Monday, January 28, 2008

January 26-27, 2008


Like A Rolling Stone: Bob Dylan at the Crossroads
An explosion of vision and humor that forever changed pop music
By Greil Marcus
c. 2005, hardcover, Durham County Public Library

I admit my new found interest in Bob Dylan has been fueled by the mind-blowingly brilliant film I'm Not There. I'm particularly attracted to his resistance to labels and co-opting of the media interview (which reminded me of Warhol in a way I hadn't realized and track down more of Rimbaud's poems, though I love my New Directions edition of Illuminations for other reasons). Greil Marcus is a wonderful wandering writer and this is the perfect subject for his approach. A book about a song, a song that is book-like, and yet, so much more.

One footnote: I didn't realize that the original Like A Rolling Stone single was split between the two sides, 3 minutes to each side, with the hope that the dj would be so caught up in the song he would flip it over and play the second side. However even this seems to be part of the continuous elusiveness surrounding Dylan since a 6 minute single was eventually pressed (p. 145).

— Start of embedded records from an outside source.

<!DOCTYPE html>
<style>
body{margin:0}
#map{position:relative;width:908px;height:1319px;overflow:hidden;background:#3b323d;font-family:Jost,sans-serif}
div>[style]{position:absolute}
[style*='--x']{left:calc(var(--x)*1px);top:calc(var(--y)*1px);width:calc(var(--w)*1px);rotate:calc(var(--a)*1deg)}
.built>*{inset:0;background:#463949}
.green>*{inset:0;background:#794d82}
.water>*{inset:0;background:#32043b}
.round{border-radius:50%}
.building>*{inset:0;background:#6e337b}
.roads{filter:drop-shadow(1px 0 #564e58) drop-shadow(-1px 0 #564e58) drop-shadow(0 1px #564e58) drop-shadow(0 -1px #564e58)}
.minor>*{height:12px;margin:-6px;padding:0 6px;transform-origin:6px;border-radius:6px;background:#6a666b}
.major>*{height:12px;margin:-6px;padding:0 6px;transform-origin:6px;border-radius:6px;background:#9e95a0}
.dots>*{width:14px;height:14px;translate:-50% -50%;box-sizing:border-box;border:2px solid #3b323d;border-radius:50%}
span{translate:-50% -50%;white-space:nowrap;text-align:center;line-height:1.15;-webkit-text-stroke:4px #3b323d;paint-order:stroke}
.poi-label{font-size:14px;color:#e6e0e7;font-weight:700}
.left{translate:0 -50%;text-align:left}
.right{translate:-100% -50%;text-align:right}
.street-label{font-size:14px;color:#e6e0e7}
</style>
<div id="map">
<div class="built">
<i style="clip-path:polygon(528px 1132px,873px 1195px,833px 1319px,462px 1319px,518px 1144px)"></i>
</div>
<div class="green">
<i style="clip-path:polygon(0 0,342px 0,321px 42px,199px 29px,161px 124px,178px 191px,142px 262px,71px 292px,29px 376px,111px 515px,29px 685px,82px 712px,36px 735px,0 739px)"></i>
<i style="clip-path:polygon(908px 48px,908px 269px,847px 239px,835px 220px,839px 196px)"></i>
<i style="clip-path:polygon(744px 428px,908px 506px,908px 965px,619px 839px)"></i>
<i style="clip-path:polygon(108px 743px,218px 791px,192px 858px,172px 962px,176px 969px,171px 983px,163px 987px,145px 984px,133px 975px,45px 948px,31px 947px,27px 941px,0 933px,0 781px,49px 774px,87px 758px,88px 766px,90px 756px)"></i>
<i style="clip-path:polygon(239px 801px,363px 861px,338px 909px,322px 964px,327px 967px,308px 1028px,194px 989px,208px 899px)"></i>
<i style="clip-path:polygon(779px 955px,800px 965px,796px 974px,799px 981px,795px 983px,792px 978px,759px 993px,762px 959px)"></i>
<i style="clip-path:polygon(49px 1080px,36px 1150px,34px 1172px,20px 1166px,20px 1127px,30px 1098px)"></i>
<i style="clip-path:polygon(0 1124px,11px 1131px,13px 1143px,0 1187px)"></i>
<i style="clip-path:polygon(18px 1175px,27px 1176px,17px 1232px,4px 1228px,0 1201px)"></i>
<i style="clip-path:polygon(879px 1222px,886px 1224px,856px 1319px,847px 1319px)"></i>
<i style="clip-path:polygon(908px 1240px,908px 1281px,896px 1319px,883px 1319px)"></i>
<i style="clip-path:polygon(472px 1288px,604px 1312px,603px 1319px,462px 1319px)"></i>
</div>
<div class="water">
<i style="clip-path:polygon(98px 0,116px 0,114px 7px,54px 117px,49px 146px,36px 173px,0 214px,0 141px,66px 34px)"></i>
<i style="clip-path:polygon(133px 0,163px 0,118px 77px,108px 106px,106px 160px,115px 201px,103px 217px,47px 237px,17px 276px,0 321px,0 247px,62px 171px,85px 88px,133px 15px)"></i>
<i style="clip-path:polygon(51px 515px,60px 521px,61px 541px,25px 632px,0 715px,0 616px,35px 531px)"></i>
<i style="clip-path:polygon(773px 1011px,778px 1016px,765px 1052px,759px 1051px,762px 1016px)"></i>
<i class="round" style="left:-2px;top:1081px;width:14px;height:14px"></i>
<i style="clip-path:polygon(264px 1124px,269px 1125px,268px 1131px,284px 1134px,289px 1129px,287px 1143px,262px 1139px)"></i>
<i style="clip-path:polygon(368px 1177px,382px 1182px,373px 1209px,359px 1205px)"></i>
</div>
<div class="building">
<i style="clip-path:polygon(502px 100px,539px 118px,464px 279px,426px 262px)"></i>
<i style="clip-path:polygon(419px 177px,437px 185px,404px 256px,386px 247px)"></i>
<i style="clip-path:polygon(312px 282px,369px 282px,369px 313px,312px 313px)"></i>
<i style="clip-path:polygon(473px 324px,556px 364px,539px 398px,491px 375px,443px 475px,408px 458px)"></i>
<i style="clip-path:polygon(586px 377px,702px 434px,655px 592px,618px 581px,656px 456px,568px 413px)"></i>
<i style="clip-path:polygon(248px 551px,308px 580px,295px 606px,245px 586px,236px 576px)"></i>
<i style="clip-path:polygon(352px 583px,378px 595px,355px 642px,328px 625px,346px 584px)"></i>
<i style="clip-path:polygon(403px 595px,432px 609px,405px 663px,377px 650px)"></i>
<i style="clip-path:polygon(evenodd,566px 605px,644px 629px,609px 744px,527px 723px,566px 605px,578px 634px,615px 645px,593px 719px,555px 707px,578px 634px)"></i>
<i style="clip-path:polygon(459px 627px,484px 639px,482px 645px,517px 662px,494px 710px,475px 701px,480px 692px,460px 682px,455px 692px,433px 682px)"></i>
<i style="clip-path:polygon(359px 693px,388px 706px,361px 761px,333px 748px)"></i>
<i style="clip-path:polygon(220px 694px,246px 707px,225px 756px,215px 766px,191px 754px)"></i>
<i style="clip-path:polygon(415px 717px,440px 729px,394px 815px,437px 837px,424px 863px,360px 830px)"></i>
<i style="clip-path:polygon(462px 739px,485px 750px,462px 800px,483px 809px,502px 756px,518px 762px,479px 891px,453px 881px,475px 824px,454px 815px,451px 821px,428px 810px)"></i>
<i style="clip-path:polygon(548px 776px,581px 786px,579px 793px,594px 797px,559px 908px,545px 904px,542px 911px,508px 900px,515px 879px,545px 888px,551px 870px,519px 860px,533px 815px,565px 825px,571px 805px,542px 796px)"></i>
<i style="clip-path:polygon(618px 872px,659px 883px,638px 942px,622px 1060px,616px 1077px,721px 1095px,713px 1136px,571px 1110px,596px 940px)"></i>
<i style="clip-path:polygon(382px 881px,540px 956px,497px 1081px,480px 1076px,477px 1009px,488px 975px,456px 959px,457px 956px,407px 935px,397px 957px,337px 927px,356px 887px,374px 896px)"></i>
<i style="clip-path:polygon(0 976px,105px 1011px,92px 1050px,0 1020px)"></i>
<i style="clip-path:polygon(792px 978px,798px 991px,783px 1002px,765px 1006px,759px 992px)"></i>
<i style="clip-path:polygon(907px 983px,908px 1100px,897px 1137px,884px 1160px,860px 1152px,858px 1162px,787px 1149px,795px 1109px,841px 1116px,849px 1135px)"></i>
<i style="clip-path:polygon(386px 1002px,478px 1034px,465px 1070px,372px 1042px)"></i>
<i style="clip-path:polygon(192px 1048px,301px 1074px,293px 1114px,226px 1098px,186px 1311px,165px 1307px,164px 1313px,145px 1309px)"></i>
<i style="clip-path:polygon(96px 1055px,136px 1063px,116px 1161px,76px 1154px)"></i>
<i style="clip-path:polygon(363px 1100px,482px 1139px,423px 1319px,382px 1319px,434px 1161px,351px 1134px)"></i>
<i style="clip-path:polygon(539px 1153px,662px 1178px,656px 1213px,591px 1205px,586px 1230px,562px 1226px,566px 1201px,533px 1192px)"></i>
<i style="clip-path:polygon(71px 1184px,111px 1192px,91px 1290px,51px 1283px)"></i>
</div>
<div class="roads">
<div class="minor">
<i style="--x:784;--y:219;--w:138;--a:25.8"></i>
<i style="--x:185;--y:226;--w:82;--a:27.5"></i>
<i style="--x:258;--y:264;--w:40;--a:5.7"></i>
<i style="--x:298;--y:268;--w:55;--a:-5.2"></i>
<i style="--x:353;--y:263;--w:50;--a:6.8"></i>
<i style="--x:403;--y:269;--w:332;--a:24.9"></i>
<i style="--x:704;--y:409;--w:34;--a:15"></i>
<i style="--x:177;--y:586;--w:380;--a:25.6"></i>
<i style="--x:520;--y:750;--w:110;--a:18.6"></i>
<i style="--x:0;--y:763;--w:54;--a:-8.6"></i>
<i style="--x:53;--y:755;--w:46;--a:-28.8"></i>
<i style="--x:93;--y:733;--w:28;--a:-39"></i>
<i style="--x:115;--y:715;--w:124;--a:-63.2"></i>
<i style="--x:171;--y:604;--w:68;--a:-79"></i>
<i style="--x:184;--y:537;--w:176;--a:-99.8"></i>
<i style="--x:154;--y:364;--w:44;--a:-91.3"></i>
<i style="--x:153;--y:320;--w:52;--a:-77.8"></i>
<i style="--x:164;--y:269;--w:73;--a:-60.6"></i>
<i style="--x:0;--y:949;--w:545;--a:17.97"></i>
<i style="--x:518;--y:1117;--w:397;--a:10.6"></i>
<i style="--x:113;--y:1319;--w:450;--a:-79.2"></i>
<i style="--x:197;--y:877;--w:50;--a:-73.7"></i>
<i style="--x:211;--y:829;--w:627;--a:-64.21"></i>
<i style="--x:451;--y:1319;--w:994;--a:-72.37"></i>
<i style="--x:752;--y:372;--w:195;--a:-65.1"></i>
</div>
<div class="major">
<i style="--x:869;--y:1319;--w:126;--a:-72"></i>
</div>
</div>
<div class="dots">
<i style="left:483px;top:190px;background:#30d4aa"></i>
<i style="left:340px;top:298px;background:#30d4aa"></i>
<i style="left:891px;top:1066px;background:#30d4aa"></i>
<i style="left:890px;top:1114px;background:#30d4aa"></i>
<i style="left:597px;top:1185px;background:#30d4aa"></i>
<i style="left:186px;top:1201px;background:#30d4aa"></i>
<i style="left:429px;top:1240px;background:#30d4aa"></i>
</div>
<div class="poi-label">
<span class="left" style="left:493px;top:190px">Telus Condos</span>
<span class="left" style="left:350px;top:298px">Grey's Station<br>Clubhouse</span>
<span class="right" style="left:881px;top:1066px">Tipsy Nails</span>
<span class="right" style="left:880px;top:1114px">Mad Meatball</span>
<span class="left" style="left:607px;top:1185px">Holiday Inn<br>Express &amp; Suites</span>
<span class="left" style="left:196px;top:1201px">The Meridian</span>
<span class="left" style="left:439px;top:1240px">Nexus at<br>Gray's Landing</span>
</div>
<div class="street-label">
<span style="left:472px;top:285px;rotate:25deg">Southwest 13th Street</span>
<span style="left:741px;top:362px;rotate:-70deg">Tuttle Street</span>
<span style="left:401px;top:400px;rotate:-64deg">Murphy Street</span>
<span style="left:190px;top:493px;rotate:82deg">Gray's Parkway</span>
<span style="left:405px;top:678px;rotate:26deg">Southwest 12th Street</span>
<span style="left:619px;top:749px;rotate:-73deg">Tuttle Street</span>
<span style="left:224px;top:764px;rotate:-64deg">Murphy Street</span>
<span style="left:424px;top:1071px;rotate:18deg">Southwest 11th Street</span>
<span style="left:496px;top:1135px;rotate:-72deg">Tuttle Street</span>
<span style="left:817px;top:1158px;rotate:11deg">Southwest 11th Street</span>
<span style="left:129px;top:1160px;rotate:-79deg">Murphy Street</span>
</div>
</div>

Digital recap of my notes and interests:
Page 47-48- interview with the Detroit station WDTM.
Page 70 interview on CCBC. On page 98 Marcus captures the essence of the song's mystery through his observation that you never hear the song the same way and therefore nostalgia cannot cling to the song. He then draws one's attention to the first drum shot that opens the song, causing me to get past my fascination with the organ and now become fascinated by that opening action.
On page 104 Marcus acutely writes about the song's ability to stay in the air and its lingering as it disappears.
Page 112- "There is nothing careful about the language" but even this seems to be undone by Marcus since on the page before he says "One line didn't necessarily pull the next one after it; sometimes a phrase fell back on the one coming up behind it."
Returning to page 112 Marcus discusses ways in which some of Dylan's phrases are found phrases, an element I find truly compelling and mind boggling, since this connects Dylan to an artist like Robert Rauschenberg in a way I had not seen.
On page 114 Marcus introduces the manner in which some of the words function like bombs, another bomb of his own in terms of ground shattering revelations about the song.
Page 115 describes Al Kooper's organ to a "waterway opening."
Page 117 "In a minute and a half, a verse and a chorus, more has already happened than in any other song the year had produced."
Page 118 discussion of the girl and the listener.
Page 119- what the song has demanded of you and why you want more.
Page 123- idea of the prophet and the burden of knowledge and Allen Ginsberg's Howl.
Page 125- story telling and time in songs and this song.
Page 126- the journey of the song.
Page 127- "Dylan may sing the verses; the chorus sings him."
Page 127- where the song leaves you.
Page 150- leaving the world in a different state, but not exactly changing the world, but the change. "This is more like drawing a line..." The song as an event. transformation. witnesses. telling the story to others.
Page 173- society.. "shibboleths and cliches" and society's language (amazing).
The last sentence on page 175.
Page 225- the song as event, only happening once.